Problem statement – A single number is the expected answer: the count of lines in the records below that contain "Cabin".

Records –
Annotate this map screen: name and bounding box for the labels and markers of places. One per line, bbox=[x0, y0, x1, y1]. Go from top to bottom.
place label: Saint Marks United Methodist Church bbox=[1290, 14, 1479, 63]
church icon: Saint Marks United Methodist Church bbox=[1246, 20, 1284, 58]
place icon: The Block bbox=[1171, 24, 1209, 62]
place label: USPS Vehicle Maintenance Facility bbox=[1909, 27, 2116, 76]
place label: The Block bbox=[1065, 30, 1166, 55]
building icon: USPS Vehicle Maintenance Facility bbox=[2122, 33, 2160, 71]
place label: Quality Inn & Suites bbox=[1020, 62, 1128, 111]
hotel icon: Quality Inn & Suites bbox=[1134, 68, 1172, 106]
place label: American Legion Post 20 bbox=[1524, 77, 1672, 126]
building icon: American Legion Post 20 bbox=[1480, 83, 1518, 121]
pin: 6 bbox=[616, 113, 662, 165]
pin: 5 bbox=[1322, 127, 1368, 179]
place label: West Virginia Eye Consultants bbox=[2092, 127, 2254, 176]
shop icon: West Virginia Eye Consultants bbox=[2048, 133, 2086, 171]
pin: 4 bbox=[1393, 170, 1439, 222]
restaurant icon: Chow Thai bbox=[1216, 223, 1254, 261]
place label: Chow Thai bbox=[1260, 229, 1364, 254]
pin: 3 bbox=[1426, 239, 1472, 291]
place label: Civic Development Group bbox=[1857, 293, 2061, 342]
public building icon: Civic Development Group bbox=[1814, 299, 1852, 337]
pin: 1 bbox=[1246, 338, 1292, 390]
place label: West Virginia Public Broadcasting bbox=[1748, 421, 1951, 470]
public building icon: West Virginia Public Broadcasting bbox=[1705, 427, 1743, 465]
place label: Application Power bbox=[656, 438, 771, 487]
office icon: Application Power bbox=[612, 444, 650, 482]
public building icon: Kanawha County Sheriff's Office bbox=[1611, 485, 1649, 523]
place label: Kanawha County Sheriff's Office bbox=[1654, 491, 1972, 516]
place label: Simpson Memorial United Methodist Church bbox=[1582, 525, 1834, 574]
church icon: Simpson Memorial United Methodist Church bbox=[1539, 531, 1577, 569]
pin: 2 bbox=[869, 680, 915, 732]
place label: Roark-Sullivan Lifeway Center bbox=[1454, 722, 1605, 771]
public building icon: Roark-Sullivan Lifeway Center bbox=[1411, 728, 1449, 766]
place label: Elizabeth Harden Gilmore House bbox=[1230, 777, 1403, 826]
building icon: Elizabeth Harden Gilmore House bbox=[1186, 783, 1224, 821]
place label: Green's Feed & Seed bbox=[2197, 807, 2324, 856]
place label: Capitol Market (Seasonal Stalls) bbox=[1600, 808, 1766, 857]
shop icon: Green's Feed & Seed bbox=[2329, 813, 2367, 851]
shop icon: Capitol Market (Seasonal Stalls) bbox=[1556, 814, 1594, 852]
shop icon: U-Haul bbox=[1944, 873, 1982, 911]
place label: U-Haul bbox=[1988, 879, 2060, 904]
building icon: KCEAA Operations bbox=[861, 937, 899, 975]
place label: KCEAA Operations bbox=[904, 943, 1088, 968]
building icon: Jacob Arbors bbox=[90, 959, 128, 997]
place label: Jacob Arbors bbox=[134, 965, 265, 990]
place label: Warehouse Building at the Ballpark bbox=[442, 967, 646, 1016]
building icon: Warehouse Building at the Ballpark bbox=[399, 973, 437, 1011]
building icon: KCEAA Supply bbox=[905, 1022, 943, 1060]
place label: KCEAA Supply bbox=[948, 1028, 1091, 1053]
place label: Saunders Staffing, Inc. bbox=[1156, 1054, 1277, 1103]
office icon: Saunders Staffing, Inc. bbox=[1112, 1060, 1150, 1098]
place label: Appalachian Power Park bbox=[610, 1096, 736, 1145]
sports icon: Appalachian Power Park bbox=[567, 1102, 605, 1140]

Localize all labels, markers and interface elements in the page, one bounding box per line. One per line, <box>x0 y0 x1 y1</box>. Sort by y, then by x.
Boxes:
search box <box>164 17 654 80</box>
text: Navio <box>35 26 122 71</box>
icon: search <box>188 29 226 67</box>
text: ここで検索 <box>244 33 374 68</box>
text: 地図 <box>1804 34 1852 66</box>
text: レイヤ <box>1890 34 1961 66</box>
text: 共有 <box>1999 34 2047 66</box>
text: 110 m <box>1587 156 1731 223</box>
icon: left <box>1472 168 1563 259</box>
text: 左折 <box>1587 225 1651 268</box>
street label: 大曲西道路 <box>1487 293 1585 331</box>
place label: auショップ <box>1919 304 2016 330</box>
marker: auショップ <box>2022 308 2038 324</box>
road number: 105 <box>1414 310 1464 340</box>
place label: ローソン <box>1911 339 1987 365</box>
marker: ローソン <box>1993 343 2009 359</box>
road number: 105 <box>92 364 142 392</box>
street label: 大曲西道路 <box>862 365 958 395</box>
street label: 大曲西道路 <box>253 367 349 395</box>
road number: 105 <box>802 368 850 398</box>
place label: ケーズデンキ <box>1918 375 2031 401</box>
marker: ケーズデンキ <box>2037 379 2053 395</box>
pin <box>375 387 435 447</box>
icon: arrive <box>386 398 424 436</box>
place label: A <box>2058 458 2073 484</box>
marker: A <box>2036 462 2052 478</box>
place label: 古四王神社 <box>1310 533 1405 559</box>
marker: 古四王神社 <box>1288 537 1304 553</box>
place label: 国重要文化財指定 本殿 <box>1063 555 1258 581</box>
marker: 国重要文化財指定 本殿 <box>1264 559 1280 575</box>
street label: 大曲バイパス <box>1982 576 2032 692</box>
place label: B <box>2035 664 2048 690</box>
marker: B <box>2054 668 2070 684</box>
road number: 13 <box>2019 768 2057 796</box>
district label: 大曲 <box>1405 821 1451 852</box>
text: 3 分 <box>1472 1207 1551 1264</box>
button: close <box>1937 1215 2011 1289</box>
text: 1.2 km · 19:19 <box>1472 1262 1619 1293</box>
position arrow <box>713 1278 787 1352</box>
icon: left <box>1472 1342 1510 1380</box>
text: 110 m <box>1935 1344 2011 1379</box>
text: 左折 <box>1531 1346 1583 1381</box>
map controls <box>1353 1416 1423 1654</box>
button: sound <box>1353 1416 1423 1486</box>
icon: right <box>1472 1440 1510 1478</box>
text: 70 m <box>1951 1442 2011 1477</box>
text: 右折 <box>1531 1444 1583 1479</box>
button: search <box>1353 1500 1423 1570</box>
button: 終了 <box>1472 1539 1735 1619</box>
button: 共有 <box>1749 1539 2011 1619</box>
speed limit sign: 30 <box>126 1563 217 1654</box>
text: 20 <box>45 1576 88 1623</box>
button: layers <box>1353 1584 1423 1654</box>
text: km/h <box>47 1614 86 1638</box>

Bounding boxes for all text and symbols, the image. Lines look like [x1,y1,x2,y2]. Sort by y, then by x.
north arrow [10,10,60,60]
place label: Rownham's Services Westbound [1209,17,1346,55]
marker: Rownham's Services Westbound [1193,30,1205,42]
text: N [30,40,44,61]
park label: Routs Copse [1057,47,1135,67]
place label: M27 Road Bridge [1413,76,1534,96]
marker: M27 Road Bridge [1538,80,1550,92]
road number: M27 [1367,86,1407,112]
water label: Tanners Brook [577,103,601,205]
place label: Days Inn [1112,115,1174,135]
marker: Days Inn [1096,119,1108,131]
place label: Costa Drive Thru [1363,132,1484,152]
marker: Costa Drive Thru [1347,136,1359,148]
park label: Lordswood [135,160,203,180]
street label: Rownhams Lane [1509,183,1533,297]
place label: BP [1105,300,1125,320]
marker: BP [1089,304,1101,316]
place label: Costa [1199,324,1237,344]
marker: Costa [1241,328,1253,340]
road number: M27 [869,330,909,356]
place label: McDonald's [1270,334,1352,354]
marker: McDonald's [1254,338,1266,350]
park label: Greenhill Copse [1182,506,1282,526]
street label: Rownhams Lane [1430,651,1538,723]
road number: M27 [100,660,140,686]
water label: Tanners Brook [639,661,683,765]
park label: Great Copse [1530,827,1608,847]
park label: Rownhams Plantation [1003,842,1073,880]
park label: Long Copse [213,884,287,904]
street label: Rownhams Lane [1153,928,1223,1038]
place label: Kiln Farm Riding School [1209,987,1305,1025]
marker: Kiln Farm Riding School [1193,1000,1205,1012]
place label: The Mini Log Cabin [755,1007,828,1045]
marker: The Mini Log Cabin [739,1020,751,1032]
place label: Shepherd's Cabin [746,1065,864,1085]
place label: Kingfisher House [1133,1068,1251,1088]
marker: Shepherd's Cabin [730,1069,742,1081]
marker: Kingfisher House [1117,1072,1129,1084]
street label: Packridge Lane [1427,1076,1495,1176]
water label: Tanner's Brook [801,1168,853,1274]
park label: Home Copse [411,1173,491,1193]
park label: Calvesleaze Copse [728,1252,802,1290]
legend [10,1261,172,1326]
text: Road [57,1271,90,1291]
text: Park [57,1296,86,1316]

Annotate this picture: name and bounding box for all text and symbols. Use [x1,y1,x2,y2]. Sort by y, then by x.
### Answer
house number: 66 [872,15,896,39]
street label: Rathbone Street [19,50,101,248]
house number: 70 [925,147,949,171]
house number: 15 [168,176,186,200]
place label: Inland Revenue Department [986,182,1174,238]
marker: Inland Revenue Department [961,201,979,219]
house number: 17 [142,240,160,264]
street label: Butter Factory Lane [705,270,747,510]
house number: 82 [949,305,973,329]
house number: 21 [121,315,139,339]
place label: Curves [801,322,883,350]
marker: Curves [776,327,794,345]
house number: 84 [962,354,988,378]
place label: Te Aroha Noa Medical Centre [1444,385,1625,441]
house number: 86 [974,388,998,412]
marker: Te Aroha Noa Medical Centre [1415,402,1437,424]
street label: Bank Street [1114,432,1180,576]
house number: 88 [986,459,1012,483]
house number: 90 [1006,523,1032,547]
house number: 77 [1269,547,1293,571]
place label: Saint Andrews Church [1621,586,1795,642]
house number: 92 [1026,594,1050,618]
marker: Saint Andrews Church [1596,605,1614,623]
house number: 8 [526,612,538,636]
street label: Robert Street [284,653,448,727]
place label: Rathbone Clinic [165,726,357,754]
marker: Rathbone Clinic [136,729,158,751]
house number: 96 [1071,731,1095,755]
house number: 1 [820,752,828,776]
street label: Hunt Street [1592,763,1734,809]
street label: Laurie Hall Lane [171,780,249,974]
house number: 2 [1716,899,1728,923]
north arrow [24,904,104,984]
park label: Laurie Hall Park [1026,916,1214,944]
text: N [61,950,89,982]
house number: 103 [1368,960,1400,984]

Output for this task – 4